Two retro successes with a Commodore 64

Slowly but surely, Hackaday readers have been logging onto our retro edition with some very old hardware. Of course we’re featuring the coolest as retro successes. [azog] and [logik] entered the pantheon of brave souls who loaded up Hackaday with a Commodore 64 this week, and their builds are pretty impressive to say the least.

[logik]‘s build was nearly doomed from the start: he used a C64 found dumpster diving one day with a bad power supply and half-dead VRAM chips. The first order of business was getting the C64 talking to a PC with the help of a MAX232 serial IC and loading up 64HDD to transfer a copy of Novaterm.
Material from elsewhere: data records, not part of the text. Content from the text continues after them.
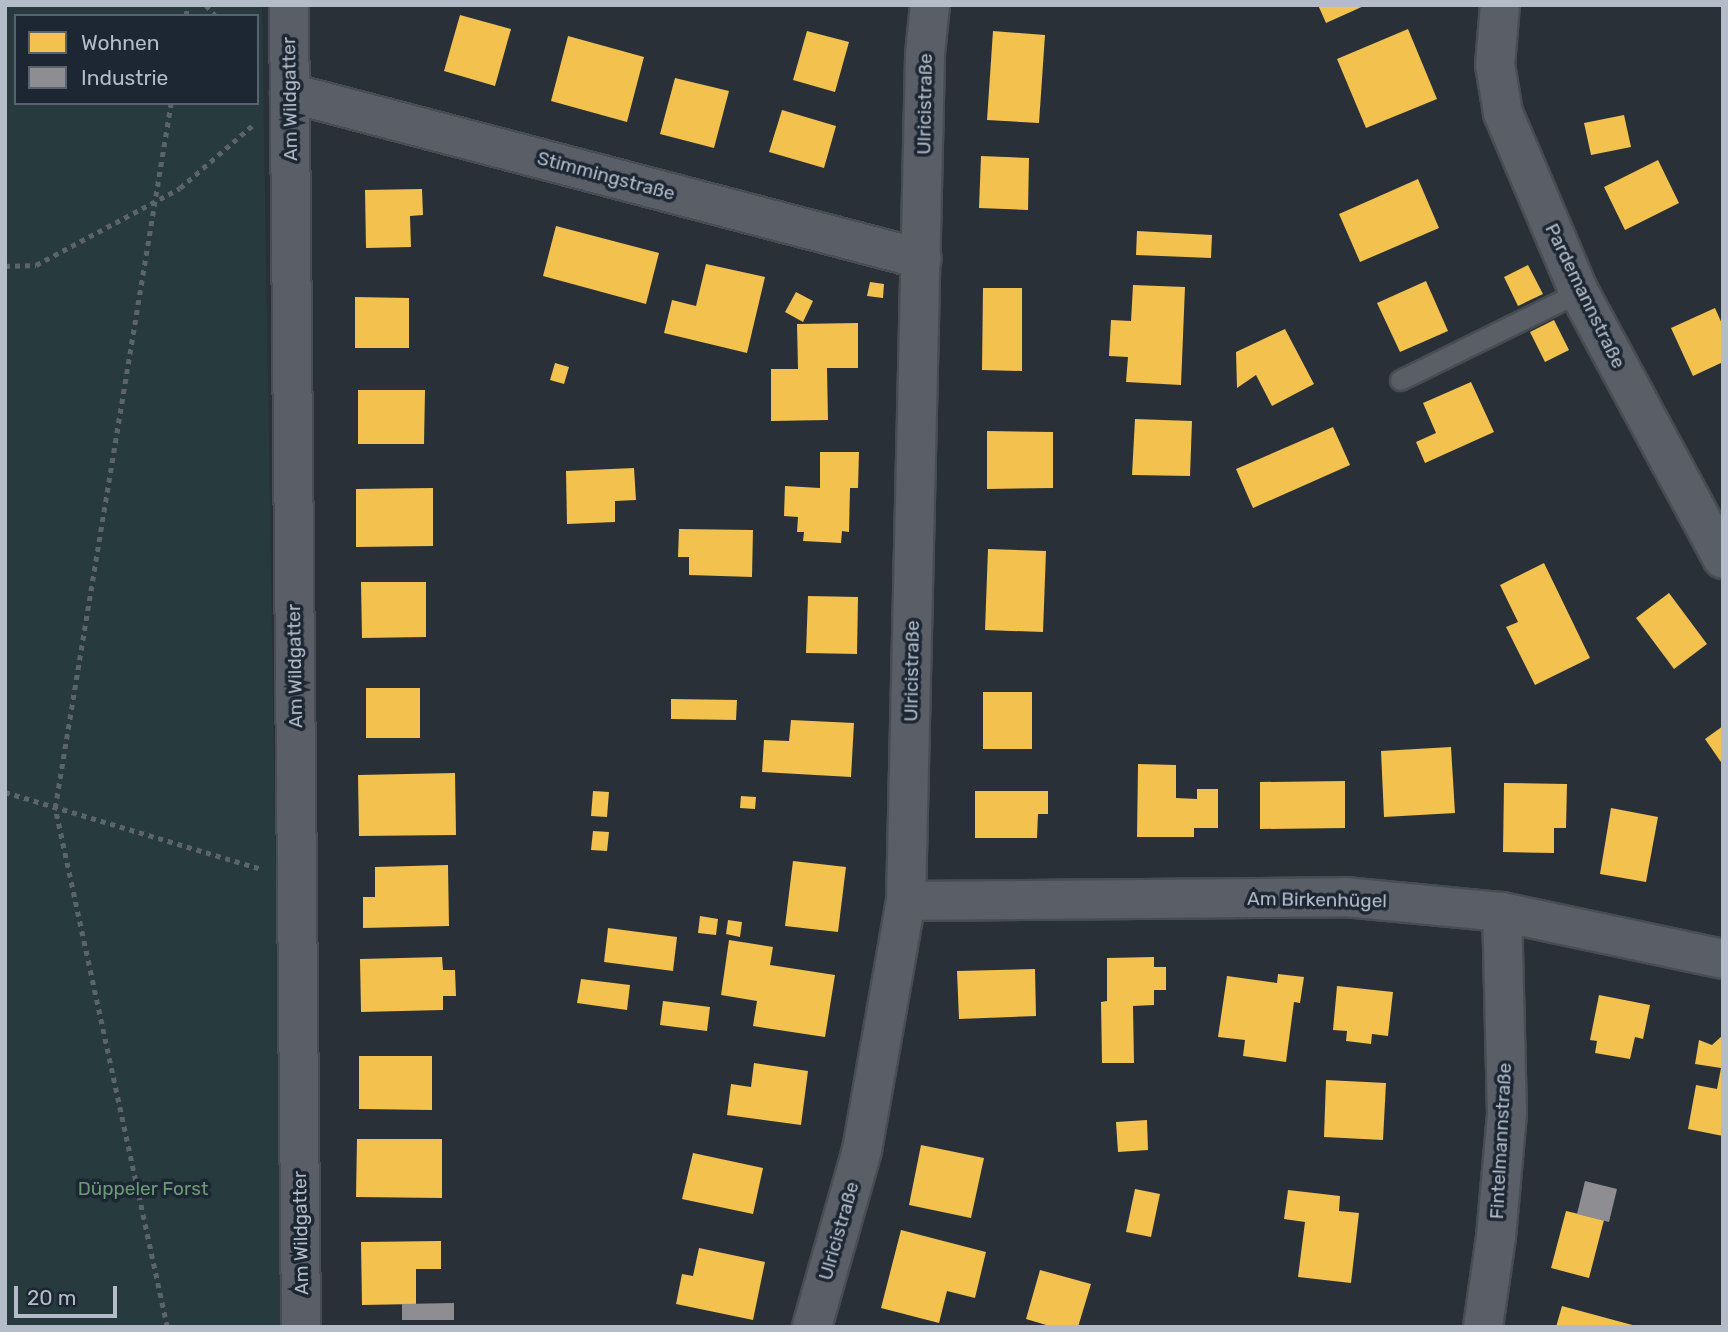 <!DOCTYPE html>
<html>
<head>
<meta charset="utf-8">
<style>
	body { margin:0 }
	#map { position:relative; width:1728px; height:1332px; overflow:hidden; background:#2a3038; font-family:Rubik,sans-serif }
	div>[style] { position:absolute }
	.green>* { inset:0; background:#273a3e }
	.homes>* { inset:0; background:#f2c14e }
	.industry>* { inset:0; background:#8d8d92 }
	.path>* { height:4.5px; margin-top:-2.25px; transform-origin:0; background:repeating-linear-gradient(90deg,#5d636a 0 5px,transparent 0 10px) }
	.roads { filter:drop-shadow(2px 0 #484c53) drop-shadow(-2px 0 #484c53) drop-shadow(0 2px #484c53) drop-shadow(0 -2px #484c53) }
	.service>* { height:19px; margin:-9.5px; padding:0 9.5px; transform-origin:9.5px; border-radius:9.5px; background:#5a5e66 }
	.minor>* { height:38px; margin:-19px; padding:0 19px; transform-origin:19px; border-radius:19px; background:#5a5e66 }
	span { translate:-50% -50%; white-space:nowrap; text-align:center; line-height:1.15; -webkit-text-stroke:7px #1d2633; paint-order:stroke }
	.street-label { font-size:19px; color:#b4bcc9 }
	.park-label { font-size:19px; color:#6b9a76 }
	.frame { position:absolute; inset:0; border:7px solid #b4bcc9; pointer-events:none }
	.legend { position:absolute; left:14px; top:14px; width:245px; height:91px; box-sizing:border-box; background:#1d2633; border:2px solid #59626f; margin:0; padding:9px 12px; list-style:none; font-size:21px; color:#b4bcc9 }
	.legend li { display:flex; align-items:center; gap:14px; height:35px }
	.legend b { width:35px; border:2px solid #59626f }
	.scale { position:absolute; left:14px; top:1286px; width:103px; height:32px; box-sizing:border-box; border:4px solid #b4bcc9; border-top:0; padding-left:9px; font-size:21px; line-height:24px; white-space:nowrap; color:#b4bcc9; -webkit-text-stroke:5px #1d2633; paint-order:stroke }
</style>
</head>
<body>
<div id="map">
	<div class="green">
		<div style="clip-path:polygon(evenodd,5px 5px,262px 5px,283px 1327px,5px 1327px,5px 5px,16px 16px,257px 16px,257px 103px,16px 103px,16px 16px)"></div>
	</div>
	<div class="homes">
		<div style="clip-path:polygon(1318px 5px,1366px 5px,1326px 23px)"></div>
		<div style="clip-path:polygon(460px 15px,511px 29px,495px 86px,444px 71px)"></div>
		<div style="clip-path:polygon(1408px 29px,1437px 99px,1366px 128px,1337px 59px)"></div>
		<div style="clip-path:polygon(807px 31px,849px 42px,835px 92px,793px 80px)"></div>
		<div style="clip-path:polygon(993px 31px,1045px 35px,1039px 123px,987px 120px)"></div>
		<div style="clip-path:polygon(568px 36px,644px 57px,627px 122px,551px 101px)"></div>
		<div style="clip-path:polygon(675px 78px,729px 91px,714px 148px,660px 134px)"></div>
		<div style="clip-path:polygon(782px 110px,836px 126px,824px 168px,769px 152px)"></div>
		<div style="clip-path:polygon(1624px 115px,1631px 147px,1591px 155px,1584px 123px)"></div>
		<div style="clip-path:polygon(981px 156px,1029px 158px,1028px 210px,979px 208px)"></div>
		<div style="clip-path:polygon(1658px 160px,1679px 203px,1625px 230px,1604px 187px)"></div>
		<div style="clip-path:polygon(1418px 179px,1439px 228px,1360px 262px,1339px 214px)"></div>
		<div style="clip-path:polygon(422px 189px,423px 215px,410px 216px,411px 247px,366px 248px,365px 190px)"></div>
		<div style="clip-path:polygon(556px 226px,659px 253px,646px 304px,543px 276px)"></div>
		<div style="clip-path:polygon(1137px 231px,1212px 235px,1211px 258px,1136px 255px)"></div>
		<div style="clip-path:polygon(706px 264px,765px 277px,747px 353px,664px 333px,672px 300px,696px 306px)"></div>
		<div style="clip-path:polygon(1528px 265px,1543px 294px,1518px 306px,1504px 277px)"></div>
		<div style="clip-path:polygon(1426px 281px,1448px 331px,1400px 352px,1377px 303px)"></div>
		<div style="clip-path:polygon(870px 282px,884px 284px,883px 298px,867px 296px)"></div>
		<div style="clip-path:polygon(1133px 285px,1185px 287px,1181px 385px,1126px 382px,1128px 357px,1109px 356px,1111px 320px,1131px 321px)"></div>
		<div style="clip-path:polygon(983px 288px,1022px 288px,1022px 371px,982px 370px)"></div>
		<div style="clip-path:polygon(796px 292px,813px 301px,803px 322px,785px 312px)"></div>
		<div style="clip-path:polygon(355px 297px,409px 298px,409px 348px,355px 348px)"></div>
		<div style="clip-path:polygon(1715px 308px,1723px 326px,1723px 362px,1693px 376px,1671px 328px)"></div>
		<div style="clip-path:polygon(1554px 320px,1569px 350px,1545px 362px,1530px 332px)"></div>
		<div style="clip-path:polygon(858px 323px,858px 368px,827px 368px,828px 420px,771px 421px,771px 369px,798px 369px,797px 324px)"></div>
		<div style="clip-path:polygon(1285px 329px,1314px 384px,1272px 406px,1256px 375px,1237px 388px,1236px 352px)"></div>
		<div style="clip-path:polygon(555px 363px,569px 367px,564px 384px,550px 380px)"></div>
		<div style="clip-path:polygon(1471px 382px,1494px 432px,1425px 463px,1416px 442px,1436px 433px,1423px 403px)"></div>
		<div style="clip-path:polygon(358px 390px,425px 390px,424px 444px,358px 444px)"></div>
		<div style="clip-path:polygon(1135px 419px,1192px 421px,1190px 476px,1132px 475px)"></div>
		<div style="clip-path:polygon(1333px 427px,1350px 465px,1253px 508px,1236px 469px)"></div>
		<div style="clip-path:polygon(987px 431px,1053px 432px,1053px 488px,987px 489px)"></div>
		<div style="clip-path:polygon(820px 452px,859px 452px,858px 488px,850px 488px,849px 532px,842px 531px,841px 543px,803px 541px,804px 532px,797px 532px,798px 517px,784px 516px,785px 486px,820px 488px)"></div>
		<div style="clip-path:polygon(634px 468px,636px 500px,615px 501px,615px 522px,567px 524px,566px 471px)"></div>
		<div style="clip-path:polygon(433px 488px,433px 546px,356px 547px,356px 489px)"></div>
		<div style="clip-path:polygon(679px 529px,753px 530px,752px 577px,689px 575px,689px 557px,678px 557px)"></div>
		<div style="clip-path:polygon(988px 549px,1046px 551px,1043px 632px,985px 630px)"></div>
		<div style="clip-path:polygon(1544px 563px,1590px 658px,1535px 685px,1506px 627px,1518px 622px,1500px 585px)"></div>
		<div style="clip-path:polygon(361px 582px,426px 582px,426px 637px,362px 638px)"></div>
		<div style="clip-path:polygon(1669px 593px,1707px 644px,1674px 669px,1636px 618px)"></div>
		<div style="clip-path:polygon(808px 596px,858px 597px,857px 654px,806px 653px)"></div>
		<div style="clip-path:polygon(366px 688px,420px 688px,420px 738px,366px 738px)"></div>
		<div style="clip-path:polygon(983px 692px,1032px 692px,1032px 749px,983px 749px)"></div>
		<div style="clip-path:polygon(671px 699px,737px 700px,736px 720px,671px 719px)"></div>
		<div style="clip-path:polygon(791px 720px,854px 723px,851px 777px,762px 772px,764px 740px,789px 741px)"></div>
		<div style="clip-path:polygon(1723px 726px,1723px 765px,1705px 739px)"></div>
		<div style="clip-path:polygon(1451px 747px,1455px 813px,1384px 817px,1381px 751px)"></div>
		<div style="clip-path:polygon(1138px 764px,1176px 765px,1176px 798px,1197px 799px,1197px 789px,1218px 789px,1218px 828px,1194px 828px,1194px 837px,1137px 837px)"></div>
		<div style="clip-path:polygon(455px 773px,456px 835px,359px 836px,358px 775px)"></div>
		<div style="clip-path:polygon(1345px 781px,1345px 828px,1260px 829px,1260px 782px)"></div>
		<div style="clip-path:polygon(1504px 783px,1567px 784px,1566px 828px,1554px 828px,1554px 853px,1503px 852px)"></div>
		<div style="clip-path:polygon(593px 791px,609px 792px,607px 817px,591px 816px)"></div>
		<div style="clip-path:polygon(975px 791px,1048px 791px,1048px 814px,1038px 814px,1037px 838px,975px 838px)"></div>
		<div style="clip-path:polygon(741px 796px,756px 797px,755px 809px,740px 808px)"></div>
		<div style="clip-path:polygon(1611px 808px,1658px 817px,1646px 882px,1600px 874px)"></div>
		<div style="clip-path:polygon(593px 831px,609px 832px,607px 851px,591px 850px)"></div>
		<div style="clip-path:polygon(793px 861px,846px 867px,838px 932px,785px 926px)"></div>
		<div style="clip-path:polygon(448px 865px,449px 926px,363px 928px,363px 897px,375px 897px,375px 867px)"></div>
		<div style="clip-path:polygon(700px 916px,718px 919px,716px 935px,698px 933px)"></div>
		<div style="clip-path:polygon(728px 920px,742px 922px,740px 937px,726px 934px)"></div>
		<div style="clip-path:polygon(608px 928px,677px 937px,673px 971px,604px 962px)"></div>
		<div style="clip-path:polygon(729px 940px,773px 947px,770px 965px,835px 975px,825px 1037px,753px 1026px,757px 1001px,721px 995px)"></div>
		<div style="clip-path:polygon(442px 957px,443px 970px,455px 970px,456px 996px,443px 996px,443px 1010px,361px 1012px,360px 959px)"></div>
		<div style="clip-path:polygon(1154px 957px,1154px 967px,1166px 967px,1166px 990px,1154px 990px,1154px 1005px,1133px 1006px,1134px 1063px,1102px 1063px,1101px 1002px,1107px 1001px,1107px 958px)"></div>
		<div style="clip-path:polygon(1035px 969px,1036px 1016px,959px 1019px,957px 971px)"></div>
		<div style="clip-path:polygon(1278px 974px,1304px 977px,1300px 1003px,1294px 1002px,1286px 1062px,1243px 1056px,1245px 1040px,1218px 1037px,1227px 976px,1277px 983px)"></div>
		<div style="clip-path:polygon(581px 979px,630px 985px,627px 1010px,577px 1003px)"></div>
		<div style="clip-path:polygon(1337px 986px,1393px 992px,1388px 1036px,1372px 1034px,1371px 1044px,1346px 1041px,1347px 1031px,1333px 1030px)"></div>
		<div style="clip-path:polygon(1599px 995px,1650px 1005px,1643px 1039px,1635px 1037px,1630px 1059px,1595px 1053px,1597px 1041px,1590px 1040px)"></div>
		<div style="clip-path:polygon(663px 1001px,710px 1007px,707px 1031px,660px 1025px)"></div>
		<div style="clip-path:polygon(1723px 1035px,1723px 1136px,1688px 1129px,1696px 1085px,1717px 1089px,1721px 1068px,1695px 1064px,1699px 1040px,1712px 1045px)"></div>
		<div style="clip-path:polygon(359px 1056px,432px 1056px,432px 1110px,359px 1109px)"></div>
		<div style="clip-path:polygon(754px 1063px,808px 1071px,801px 1125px,727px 1115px,731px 1084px,751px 1087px)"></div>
		<div style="clip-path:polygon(1326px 1080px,1386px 1083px,1383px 1140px,1324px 1137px)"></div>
		<div style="clip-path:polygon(1147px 1120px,1148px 1150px,1118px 1152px,1116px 1122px)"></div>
		<div style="clip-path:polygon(357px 1139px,442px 1139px,442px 1198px,356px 1197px)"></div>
		<div style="clip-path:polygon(921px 1145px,984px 1158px,971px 1218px,909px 1205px)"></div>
		<div style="clip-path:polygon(693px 1153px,763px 1168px,753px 1214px,682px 1199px)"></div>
		<div style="clip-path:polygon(1135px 1189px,1160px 1194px,1151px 1237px,1126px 1232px)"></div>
		<div style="clip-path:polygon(1288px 1190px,1340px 1196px,1339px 1211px,1359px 1213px,1351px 1283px,1298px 1277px,1305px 1222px,1284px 1219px)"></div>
		<div style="clip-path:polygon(1566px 1211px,1604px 1220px,1589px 1278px,1551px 1268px)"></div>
		<div style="clip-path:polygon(901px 1230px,986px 1252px,975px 1298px,947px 1291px,939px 1323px,881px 1308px)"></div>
		<div style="clip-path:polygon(441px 1241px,441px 1269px,416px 1269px,416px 1304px,362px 1305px,361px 1242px)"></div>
		<div style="clip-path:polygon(699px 1248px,765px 1262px,753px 1320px,676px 1304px,682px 1274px,693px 1276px)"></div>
		<div style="clip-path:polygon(1040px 1270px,1091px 1284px,1078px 1327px,1053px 1327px,1026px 1319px)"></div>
		<div style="clip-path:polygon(1562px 1306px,1636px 1326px,1636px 1327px,1556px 1327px)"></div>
	</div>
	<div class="industry">
		<div style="clip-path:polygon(1585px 1181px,1617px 1189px,1609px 1222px,1577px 1214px)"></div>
		<div style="clip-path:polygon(454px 1303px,454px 1320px,402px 1320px,402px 1304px)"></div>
	</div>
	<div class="path">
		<div style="left:206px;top:5px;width:15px;rotate:48deg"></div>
		<div style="left:186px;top:16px;width:11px;rotate:-85deg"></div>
		<div style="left:5px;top:266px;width:31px;rotate:-2deg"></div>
		<div style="left:36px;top:265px;width:163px;rotate:-28.1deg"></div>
		<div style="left:180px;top:188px;width:98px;rotate:-40.9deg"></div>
		<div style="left:5px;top:792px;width:265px;rotate:16.7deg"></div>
		<div style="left:167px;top:1327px;width:531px;rotate:-102.18deg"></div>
		<div style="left:55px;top:808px;width:714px;rotate:-80.66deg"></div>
	</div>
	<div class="roads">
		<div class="service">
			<div style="left:1400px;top:380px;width:199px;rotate:-26.2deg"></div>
		</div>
		<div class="minor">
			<div style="left:289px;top:5px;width:1322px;rotate:89.48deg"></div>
			<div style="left:1500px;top:5px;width:60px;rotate:94.8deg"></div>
			<div style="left:1495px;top:65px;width:49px;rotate:80.5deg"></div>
			<div style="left:1503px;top:113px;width:194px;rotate:67deg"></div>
			<div style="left:1579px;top:292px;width:303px;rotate:61.7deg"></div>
			<div style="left:290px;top:93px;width:653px;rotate:14.72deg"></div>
			<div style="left:906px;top:901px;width:439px;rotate:-0.5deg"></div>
			<div style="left:1345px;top:897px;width:158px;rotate:5.5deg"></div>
			<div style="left:1502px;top:912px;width:226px;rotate:12deg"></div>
			<div style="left:812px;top:1327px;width:184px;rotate:-74.2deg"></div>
			<div style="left:862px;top:1150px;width:253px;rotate:-80deg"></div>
			<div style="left:906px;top:901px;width:847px;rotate:-88.71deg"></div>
			<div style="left:925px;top:54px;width:49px;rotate:-84.2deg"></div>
			<div style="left:1483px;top:1327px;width:91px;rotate:-81.8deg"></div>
			<div style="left:1496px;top:1237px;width:124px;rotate:-84.9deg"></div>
			<div style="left:1507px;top:1113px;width:201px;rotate:-91.4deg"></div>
		</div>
	</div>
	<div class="street-label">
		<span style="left:290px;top:99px;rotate:-91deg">Am Wildgatter</span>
		<span style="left:925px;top:104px;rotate:-89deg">Ulricistraße</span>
		<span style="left:606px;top:176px;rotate:15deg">Stimmingstraße</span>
		<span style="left:1585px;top:296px;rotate:64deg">Pardemannstraße</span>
		<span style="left:295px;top:666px;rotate:-91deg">Am Wildgatter</span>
		<span style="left:912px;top:671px;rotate:-89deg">Ulricistraße</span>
		<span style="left:1317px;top:900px;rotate:1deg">Am Birkenhügel</span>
		<span style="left:1501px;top:1141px;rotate:-87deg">Fintelmannstraße</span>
		<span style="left:839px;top:1231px;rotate:-74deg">Ulricistraße</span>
		<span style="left:301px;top:1233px;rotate:-91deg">Am Wildgatter</span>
	</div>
	<div class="park-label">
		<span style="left:143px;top:1189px">Düppeler Forst</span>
	</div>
	<div class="frame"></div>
	<ul class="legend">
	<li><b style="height:19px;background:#f2c14e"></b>Wohnen</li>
	<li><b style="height:19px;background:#8d8d92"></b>Industrie</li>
	</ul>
	<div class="scale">20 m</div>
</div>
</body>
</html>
From there it was a simple matter of connecting to an Ubuntu box and pulling up our retro site with the help of a text-only web browser.

[azog] didn’t want to abuse Lynx with his submission so he connected a Commodore 64 Ethernet card and loaded up Contiki. The banner image (above) is the ASCII Hackaday logo rendered with the C64′s PETSCII character set, something I did not foresee when I created our retro edition. Still, freakin’ awesome.

As a small aside, we’re going to open up the comments for this post to suggestions and recommendations you’ve got for the Hackaday retro edition. What would you like to see? The Retrocomputing guide is woefully inadequate, we know, but there’s a project in the works (getting WiFi over a serial port on a 68k Mac) that should be well received.

Hackaday retro submission: Browsing with an Apple IIc

We’ve had the retro edition of Hackaday up for about a week now, and already a few people have sent in a few neat builds that use an ancient computer to pull this page up. The latest comes from [RetroAppleFanToday] who used an Apple IIc to browse the Internet.

To load our humble retro edition, [RetroAppleFan] used a serial connection between the Apple and a Mac Mini to get a terminal running on the 30-year-old computer. From there, it was a simple matter of running lynx to browse the Internet.

There are a few more retro submissions cataloged on our retro successes page including a NEXT cube. If you have an old computer lying around that can pull up our retro site, don’t feel shy about sending it in; it’s pretty much guaranteed to get a mention.

As far as the development of the retro site is going, we’re posting 5 random stories every day. There’s a script to generate the front page every day, but if we get enough complaints or compliments we may just generate a new front page for every visitor.